Universality, for its part, has to have things that are real and distinct to work on if it is to amount to anything. As a one-sided absolute it either crushes the particular, as in Maoism, or turns it into an illusion, as in some Oriental religions. In either case the result is an understanding of the world that has nothing to do with human concerns because the individual has vanished.

So what to do? One common solution to the problem, which attempts to strike a sort of balance, is to go with some intermediate arrangement like nation, race, class, or whatnot that seems big enough to provide a stable purposeful setting for human action but not so big it blends into the featureless universal All.

The nation is the usual choice: big enough to be a complete independent society but small enough to be grasped as a unity. For that reason right-wingers are often radical nationalists. Other choices include class and race, which some prefer on the ground that the former has more social and economic coherence and the latter more biological and therefore historical and scientific reality.

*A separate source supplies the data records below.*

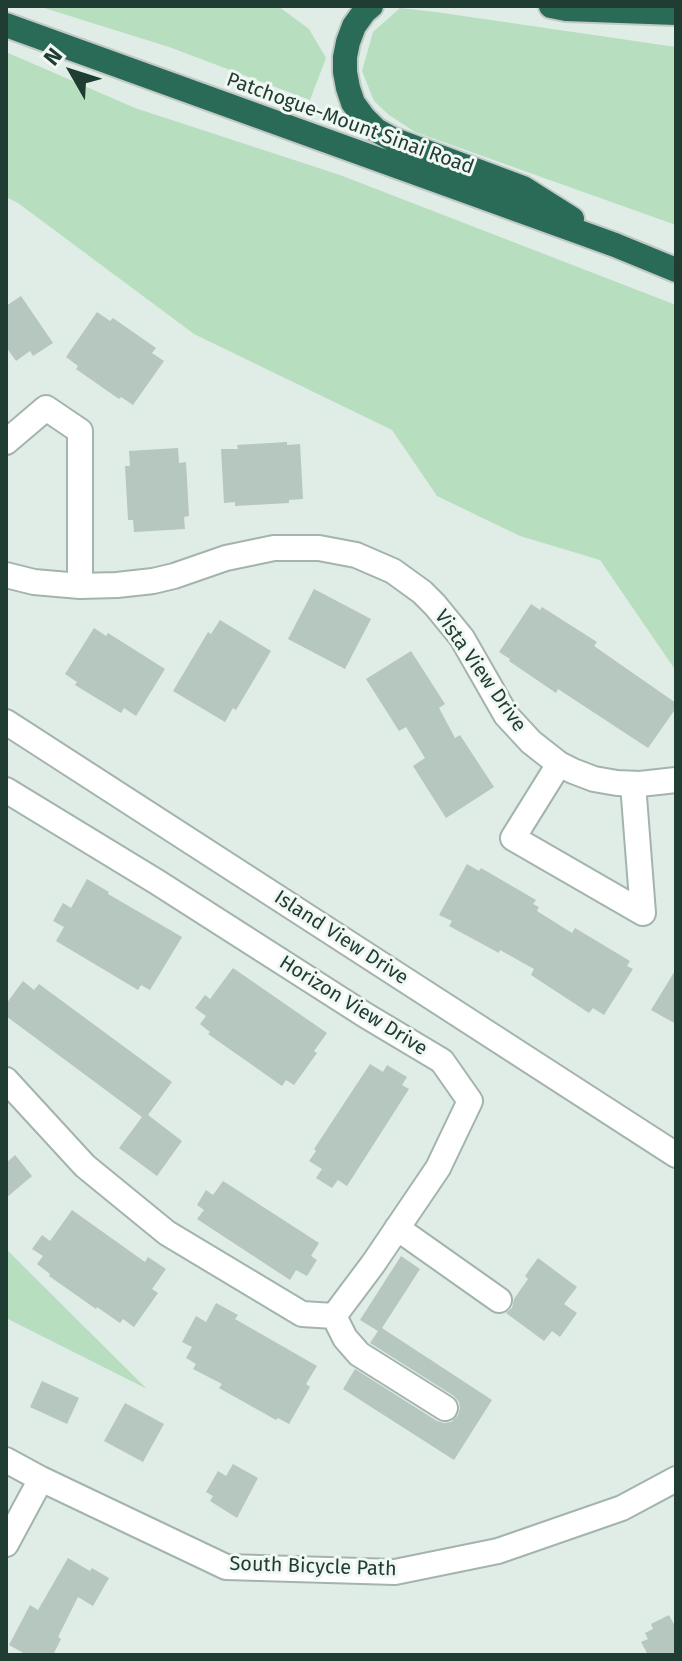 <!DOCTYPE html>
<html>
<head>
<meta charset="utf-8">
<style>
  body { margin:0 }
  #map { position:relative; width:682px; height:1661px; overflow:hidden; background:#e0ece6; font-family:"Fira Sans",sans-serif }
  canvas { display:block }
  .frame { position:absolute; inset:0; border:8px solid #203d33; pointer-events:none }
  .north { position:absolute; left:32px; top:32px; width:80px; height:80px; -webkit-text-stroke:6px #f1f8f4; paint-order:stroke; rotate:309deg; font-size:22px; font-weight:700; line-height:32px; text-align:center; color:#203d33 }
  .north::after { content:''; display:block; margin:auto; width:28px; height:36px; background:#203d33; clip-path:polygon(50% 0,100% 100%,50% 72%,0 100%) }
</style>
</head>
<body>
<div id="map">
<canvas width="682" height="1661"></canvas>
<div class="frame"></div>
<div class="north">N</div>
</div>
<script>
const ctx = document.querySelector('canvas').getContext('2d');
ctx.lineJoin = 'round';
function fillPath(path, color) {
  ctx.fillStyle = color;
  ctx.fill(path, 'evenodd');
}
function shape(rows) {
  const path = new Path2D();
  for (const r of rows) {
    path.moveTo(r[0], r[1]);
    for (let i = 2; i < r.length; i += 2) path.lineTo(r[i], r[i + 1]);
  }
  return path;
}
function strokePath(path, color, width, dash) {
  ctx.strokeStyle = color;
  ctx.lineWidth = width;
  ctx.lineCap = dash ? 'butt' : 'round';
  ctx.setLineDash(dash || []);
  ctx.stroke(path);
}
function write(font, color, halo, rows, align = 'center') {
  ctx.font = font + ' "Fira Sans",sans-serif';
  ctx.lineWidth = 6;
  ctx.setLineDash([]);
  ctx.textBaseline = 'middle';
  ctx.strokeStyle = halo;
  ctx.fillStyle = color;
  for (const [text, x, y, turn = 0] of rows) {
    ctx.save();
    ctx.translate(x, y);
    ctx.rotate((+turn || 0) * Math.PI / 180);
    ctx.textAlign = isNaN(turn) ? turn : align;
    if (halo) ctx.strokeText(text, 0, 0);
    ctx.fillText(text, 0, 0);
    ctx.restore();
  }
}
const green = shape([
  [38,6,278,6,309,29,326,58,310,100,169,47],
  [400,8,436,12,676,47,676,225,415,132,389,115,374,101,362,71,373,32],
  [6,52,135,108,340,175,676,305,676,671,600,560,520,536,437,496,392,430,194,334,18,203,6,197],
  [6,1249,147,1389,6,1318]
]);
const building = shape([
  [21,296,53,343,33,356,30,351,16,361,6,347,6,306],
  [97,312,110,321,113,318,156,348,152,353,164,361,133,405,121,397,119,399,76,369,78,366,66,357],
  [287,442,287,445,300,444,303,499,289,500,289,503,235,506,235,502,224,503,221,449,238,449,237,445],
  [178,448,179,463,186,462,189,516,184,517,185,529,134,532,133,520,128,520,125,466,130,466,129,451],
  [314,589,371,619,345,669,288,639],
  [531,604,540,610,542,607,597,642,594,646,676,703,676,708,648,748,558,689,556,693,509,661,510,659,499,652],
  [220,620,271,651,236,710,233,708,225,722,173,691,208,632,211,634],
  [94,628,106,636,108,633,165,669,136,716,124,708,121,713,75,685,77,682,65,674],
  [411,651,445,704,439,708,455,738,460,735,494,787,446,818,413,766,425,758,406,727,399,731,366,679],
  [467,864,479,871,481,868,536,900,533,904,539,907,537,911,572,933,575,928,630,961,627,966,633,969,604,1015,593,1008,589,1013,531,975,534,969,500,950,499,953,449,926,452,921,439,915],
  [87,879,109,892,108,894,182,937,150,990,141,985,138,990,56,941,64,927,53,921,63,903,71,908],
  [233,968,327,1033,314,1051,317,1053,294,1085,286,1080,282,1086,208,1034,210,1032,200,1024,206,1016,195,1008,205,995,210,999],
  [676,969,676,1024,651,1010],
  [23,981,34,990,39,984,172,1082,148,1115,182,1141,157,1176,119,1148,142,1117,6,1016,6,1004],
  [370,1064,383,1072,387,1065,407,1077,402,1085,409,1089,347,1186,338,1180,332,1188,316,1178,322,1169,309,1161,316,1151,314,1149],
  [15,1155,32,1176,6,1198,6,1163],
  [223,1181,319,1243,311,1256,317,1260,307,1276,296,1270,290,1280,197,1219,204,1210,197,1205,206,1190,213,1195],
  [72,1210,145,1262,148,1257,166,1269,152,1289,158,1293,134,1327,123,1319,120,1323,97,1307,96,1309,49,1276,50,1274,37,1264,43,1256,32,1249,42,1235,50,1241],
  [401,1256,420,1269,382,1328,492,1400,454,1460,343,1389,355,1369,437,1421,444,1423,451,1422,458,1415,460,1408,459,1402,454,1396,370,1343,378,1331,360,1320],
  [538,1258,577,1287,564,1304,577,1313,560,1337,552,1331,544,1341,506,1313,512,1308,514,1299,528,1279,525,1276],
  [216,1303,238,1315,235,1319,317,1366,306,1384,310,1387,289,1424,278,1418,276,1420,219,1388,222,1384,193,1369,196,1364,186,1358,192,1347,182,1342,196,1316,206,1322],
  [42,1381,79,1398,67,1424,30,1407],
  [125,1403,164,1424,143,1462,104,1441],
  [233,1464,258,1478,237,1518,210,1501,213,1496,206,1492,218,1471,226,1476],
  [68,1558,90,1571,92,1568,109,1578,93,1606,78,1597,58,1637,61,1639,53,1655,27,1655,9,1645,30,1605,38,1610],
  [669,1615,676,1628,676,1655,648,1655,641,1642,648,1639,645,1633,653,1629,651,1624]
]);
const minor = shape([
  [6,442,46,408,80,431,80,586],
  [6,575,34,582,80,586,117,585,153,581,174,576,226,558,274,548,319,548,356,555,393,571,422,592,435,605,462,638,506,715,531,742,559,764,573,771,594,779,617,783,640,784,676,780],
  [6,722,676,1155],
  [559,764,513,838,643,913,633,784],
  [6,790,157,882,365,1015,442,1061,470,1101,438,1168,373,1264,334,1316,302,1314,167,1233,85,1166,6,1080],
  [397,1228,499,1300],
  [334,1316,345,1338,359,1354,445,1408],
  [6,1460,41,1479,226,1567,395,1572,498,1551,622,1508,676,1479],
  [6,1544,41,1479]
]);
const highway = shape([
  [371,6,364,12,354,26,348,42,345,57,345,72,348,88,353,103,364,118,376,130,392,139,523,188,572,219],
  [551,6,566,9,676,13],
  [6,25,615,245,676,270]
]);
const streetNames = [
  ["Patchogue-Mount Sinai Road",350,124,20],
  ["Vista View Drive",480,671,55],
  ["Island View Drive",341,938,33],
  ["Horizon View Drive",353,1006,32],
  ["South Bicycle Path",313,1567,2]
];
fillPath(green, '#b7dfbf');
fillPath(building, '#b5c7be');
strokePath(minor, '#a3b4ad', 28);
strokePath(highway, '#c1c9c6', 28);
strokePath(minor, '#fff', 24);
strokePath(highway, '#2a6b58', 24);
write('20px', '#203d33', '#f1f8f4', streetNames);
</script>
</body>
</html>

Whichever collectivity you go with, the move doesn't work any better than the previous ones did. The same problems reappear: the collectivity becomes an absolute, so the individual disappears, and it lacks a relation to the universal, so it has no way to make sense of itself and its situation and what it should do.

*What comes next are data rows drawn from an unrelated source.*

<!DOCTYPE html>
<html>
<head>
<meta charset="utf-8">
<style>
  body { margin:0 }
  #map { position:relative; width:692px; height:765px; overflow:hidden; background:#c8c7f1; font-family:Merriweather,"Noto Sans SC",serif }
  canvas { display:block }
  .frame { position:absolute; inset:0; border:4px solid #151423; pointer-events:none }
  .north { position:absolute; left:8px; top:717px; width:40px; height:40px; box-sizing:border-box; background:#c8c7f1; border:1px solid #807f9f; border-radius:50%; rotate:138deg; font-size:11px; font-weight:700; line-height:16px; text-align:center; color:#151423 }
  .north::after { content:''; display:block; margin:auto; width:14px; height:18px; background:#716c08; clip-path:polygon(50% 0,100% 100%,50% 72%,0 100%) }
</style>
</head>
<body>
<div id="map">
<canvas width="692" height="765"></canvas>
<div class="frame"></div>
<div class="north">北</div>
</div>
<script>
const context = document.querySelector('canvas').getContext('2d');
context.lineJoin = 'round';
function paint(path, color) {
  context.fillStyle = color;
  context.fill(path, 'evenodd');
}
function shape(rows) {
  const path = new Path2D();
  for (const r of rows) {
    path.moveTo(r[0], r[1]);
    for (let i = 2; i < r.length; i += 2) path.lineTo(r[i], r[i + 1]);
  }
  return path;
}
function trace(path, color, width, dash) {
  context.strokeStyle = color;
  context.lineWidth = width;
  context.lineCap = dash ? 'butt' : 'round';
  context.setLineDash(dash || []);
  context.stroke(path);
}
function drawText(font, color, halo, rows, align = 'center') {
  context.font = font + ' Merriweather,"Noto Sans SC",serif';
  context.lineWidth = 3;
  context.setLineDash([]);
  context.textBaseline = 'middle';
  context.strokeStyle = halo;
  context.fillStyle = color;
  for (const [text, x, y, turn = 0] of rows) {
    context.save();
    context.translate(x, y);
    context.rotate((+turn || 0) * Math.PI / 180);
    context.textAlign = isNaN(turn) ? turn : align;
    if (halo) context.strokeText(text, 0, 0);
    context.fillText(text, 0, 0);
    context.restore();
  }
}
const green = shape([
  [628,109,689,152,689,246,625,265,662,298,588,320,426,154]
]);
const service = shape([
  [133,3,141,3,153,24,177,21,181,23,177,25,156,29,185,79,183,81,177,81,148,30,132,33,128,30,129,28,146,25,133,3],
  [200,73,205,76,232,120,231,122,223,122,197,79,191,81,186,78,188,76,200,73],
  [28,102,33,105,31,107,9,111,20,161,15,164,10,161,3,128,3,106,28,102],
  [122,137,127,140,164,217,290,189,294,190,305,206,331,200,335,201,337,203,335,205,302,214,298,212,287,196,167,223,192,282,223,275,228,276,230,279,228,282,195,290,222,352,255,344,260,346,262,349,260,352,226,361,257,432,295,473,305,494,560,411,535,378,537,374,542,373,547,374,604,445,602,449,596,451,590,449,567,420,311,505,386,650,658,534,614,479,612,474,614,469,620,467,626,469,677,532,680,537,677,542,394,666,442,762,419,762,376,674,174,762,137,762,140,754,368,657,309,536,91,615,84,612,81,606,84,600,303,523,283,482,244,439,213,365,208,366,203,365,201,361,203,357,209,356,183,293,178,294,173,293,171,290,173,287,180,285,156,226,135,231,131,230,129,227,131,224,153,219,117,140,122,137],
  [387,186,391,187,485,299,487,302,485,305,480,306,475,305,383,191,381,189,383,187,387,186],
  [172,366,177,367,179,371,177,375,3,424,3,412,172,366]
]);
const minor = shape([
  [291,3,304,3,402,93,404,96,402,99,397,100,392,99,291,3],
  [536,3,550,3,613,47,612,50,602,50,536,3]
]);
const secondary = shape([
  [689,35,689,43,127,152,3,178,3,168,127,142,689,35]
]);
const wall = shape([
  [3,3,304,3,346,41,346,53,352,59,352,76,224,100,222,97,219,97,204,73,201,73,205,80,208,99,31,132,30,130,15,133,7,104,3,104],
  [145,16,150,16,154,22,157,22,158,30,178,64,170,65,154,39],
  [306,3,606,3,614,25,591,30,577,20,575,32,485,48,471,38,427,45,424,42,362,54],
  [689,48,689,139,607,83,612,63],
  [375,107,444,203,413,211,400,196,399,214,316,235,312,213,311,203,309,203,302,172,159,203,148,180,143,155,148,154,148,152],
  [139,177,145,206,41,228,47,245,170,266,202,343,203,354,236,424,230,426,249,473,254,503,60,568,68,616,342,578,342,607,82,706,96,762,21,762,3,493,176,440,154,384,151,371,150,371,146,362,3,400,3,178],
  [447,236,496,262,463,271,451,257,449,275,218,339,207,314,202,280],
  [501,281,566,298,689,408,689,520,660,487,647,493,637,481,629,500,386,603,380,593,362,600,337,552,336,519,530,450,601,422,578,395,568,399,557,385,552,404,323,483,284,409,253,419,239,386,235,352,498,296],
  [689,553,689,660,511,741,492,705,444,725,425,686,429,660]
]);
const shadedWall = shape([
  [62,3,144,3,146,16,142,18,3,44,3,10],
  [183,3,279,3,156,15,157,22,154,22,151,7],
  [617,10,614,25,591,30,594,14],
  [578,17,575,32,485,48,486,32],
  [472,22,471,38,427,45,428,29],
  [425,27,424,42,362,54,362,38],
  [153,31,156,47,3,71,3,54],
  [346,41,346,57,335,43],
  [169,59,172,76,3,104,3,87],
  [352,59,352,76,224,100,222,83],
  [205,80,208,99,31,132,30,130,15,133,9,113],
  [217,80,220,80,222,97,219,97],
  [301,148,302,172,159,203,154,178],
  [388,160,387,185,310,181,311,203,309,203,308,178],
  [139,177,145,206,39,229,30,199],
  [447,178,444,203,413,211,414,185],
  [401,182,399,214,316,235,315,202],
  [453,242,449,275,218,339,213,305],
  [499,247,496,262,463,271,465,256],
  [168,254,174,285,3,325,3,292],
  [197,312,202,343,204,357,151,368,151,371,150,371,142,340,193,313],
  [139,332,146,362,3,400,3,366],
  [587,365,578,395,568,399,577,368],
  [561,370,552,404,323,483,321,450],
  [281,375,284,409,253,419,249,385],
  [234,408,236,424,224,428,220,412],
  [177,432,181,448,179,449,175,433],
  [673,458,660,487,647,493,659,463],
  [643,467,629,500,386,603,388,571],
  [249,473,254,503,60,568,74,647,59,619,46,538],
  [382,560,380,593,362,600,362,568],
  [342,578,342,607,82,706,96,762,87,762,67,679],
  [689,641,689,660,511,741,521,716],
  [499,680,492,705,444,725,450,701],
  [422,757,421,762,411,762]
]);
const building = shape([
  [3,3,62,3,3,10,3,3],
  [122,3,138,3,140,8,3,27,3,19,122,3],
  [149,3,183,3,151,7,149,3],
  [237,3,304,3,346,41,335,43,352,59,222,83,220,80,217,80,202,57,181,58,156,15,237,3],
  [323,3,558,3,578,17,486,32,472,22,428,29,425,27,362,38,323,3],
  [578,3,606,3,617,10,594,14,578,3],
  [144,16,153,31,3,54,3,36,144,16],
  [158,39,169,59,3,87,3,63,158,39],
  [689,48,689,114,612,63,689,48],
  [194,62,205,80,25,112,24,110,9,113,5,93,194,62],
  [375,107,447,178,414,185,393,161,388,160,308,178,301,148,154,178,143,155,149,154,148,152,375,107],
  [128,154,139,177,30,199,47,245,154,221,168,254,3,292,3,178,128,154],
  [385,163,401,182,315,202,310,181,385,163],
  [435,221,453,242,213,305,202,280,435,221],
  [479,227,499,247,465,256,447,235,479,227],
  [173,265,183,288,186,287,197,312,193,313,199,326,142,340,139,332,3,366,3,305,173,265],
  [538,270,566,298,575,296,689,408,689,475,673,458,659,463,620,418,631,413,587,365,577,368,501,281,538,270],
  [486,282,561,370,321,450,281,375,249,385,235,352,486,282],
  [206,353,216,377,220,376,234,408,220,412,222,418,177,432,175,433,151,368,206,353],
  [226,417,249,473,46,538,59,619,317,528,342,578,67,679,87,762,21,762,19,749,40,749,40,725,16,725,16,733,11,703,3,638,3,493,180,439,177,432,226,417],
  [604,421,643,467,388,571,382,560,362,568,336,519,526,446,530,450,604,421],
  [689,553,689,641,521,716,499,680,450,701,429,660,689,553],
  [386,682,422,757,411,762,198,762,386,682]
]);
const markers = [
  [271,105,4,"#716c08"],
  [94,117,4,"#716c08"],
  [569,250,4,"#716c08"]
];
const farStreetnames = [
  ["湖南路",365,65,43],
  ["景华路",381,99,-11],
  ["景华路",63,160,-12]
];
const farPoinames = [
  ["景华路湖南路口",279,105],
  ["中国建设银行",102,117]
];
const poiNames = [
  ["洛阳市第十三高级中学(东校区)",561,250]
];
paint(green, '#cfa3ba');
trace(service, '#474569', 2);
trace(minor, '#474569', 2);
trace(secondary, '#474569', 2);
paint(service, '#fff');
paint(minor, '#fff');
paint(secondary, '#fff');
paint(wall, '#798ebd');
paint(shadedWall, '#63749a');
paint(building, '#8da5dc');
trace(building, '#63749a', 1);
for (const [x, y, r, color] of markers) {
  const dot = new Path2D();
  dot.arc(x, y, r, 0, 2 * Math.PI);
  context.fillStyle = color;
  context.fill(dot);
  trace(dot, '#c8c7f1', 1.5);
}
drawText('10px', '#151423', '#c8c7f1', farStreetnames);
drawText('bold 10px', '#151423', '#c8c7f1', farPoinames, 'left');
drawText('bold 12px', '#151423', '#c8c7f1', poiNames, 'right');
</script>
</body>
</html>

The practical result is that the collectivity is forced to define itself not by any positive goal, since there's nothing to suggest which goal makes most sense, but by opposition to the individual and other collectivities. Concretely speaking, it proves its purposefulness and supreme validity by sending masses of people to the camps and crushing foreign enemies.

That approach is too violent and irrational to last long. If it doesn't crash and burn like the Nazis, people get tired of the craziness and strain and it sinks into terminal hypocrisy and corruption like the Soviets.

The theo-trad option

What the foregoing shows is that modernist--secularist, rationalist, reductionist--alternatives to liberalism don't work.

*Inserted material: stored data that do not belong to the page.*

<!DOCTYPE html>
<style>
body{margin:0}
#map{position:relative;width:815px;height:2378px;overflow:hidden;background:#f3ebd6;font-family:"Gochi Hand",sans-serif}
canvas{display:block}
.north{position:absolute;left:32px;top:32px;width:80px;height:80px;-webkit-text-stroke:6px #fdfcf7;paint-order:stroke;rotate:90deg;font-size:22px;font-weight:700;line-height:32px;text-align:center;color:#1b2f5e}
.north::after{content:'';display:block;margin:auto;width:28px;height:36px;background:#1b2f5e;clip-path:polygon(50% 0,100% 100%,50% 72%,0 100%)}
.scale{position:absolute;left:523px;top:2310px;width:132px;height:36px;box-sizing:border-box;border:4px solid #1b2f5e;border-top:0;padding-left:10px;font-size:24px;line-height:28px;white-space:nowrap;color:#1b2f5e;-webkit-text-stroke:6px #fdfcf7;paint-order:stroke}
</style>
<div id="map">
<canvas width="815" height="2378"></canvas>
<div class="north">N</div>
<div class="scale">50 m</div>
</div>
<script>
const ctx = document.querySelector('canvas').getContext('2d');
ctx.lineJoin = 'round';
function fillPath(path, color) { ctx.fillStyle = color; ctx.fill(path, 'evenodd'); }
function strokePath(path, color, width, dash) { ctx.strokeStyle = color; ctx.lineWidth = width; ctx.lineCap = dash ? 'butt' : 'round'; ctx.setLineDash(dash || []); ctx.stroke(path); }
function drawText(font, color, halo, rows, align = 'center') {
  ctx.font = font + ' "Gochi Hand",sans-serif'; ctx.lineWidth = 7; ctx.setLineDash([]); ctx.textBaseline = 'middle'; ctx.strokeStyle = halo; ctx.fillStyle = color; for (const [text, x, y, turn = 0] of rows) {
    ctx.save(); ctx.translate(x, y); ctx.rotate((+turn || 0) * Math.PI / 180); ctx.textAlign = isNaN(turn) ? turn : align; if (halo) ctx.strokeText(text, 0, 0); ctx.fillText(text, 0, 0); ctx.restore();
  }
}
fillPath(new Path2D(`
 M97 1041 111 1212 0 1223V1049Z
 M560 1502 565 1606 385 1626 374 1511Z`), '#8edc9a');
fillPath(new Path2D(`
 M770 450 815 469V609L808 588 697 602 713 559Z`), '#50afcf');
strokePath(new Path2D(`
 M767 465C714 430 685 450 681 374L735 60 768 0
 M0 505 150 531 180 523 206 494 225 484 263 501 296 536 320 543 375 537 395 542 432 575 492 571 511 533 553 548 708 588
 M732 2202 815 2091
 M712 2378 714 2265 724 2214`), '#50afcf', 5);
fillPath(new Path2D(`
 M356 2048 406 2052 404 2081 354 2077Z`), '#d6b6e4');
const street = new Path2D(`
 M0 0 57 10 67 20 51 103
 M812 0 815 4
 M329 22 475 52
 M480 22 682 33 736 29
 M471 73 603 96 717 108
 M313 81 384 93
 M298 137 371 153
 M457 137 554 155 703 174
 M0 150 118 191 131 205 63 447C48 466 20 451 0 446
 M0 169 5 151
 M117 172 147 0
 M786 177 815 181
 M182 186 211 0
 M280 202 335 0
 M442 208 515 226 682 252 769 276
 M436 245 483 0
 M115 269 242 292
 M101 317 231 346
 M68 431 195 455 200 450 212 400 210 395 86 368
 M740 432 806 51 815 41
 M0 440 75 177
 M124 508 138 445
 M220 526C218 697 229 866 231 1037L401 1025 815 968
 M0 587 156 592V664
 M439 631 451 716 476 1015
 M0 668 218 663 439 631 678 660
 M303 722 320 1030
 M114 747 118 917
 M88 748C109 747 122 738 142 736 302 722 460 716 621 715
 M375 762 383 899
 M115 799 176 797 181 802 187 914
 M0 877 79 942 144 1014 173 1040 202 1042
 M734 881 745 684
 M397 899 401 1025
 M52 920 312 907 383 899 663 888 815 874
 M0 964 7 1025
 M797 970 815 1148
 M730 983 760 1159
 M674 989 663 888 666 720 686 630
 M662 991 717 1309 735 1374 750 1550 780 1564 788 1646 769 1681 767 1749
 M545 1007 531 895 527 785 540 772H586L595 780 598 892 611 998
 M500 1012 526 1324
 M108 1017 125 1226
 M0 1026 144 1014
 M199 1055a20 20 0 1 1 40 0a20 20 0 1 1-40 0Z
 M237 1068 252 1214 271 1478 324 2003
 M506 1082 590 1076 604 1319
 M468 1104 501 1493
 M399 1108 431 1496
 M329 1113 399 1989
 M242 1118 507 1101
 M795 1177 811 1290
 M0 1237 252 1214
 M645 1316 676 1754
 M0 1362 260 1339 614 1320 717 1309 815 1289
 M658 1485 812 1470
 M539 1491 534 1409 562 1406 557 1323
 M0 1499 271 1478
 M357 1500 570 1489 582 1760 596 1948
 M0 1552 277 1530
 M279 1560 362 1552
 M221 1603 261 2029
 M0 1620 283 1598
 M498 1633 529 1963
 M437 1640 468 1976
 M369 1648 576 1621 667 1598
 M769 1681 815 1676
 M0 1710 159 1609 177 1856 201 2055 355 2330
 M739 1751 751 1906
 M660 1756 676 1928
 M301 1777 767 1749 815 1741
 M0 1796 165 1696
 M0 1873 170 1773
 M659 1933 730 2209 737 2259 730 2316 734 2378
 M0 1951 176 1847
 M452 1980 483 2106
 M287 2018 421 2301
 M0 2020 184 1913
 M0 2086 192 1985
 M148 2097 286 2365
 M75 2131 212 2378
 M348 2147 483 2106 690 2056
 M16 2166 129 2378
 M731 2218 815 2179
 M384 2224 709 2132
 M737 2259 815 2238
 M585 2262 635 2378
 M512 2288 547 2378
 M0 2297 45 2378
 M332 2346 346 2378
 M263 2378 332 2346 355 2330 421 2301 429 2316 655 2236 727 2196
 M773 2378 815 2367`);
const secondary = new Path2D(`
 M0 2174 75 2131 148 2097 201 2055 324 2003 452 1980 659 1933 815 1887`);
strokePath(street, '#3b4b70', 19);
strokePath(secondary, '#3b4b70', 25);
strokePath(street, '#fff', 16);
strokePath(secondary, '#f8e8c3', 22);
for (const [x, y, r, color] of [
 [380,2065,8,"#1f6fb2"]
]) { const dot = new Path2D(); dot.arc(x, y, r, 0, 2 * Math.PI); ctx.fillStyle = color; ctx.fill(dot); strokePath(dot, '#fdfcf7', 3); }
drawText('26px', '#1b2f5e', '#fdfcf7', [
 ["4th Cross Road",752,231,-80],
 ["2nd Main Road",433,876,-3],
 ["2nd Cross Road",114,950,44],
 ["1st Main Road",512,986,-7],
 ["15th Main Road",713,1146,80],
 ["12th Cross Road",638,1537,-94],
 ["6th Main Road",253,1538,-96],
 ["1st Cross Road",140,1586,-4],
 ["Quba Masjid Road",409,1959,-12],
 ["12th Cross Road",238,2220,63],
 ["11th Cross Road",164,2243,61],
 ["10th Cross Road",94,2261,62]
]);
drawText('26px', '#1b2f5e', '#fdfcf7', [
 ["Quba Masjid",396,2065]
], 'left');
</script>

Like liberalism, they try to be more rational than the traditional order, and give us clear, demonstrable, forceful answers that will stand up in the modern battle of ideologies. They do that though by making the world smaller and simpler than it has to be for us to inhabit, and end up as crazy as liberalism and probably more violent.

That's why, I suppose, Alternative Right found it advisable to define itself as "magazine of radical traditionalism," where "radical traditionalism" is defined (I also suppose) in a "big tent" fashion to include people other than the Integral Traditionalists.

A big tent is a nice place to discuss things, but it doesn't tell us how to understand the world and organize human life. What's needed to deal with the issues we've run into is some more particular view that--no doubt along with other requirements--accepts that universals, particulars, and intermediate arrangements are all necessary and real. None reduces into the others, and each has its role:

• Universals provide the setting that determines the nature and significance of particulars.
•  Particulars give universals reality and function.
• Intermediate arrangements look both ways. From one direction they bring universals down to earth and make them particular standards individuals can deal with. Instead of Duty we have particular duties to attend to. From the other direction, they connect individuals to more universal concerns by making them part of something concrete larger than themselves.

The basic issue for an alternative right, then, is what can bring particulars, universals, and intermediate arrangements into a stable and satisfying common order that respects each and allows us to make sense of man, the world, and our own lives. Unless we have some such principle we're not going to be able to propose anything that works better than liberalism.

And that, of course, is a religious question. The basic question for the alternative right, then, is which religion best presents a cosmic order that does justice to all its elements. The issues really are that basic. Secular rationalism won't solve them. Assertion of particular identity and denunciation of universals wouldn't solve them even if that move made sense for Western man. We need something beyond those things.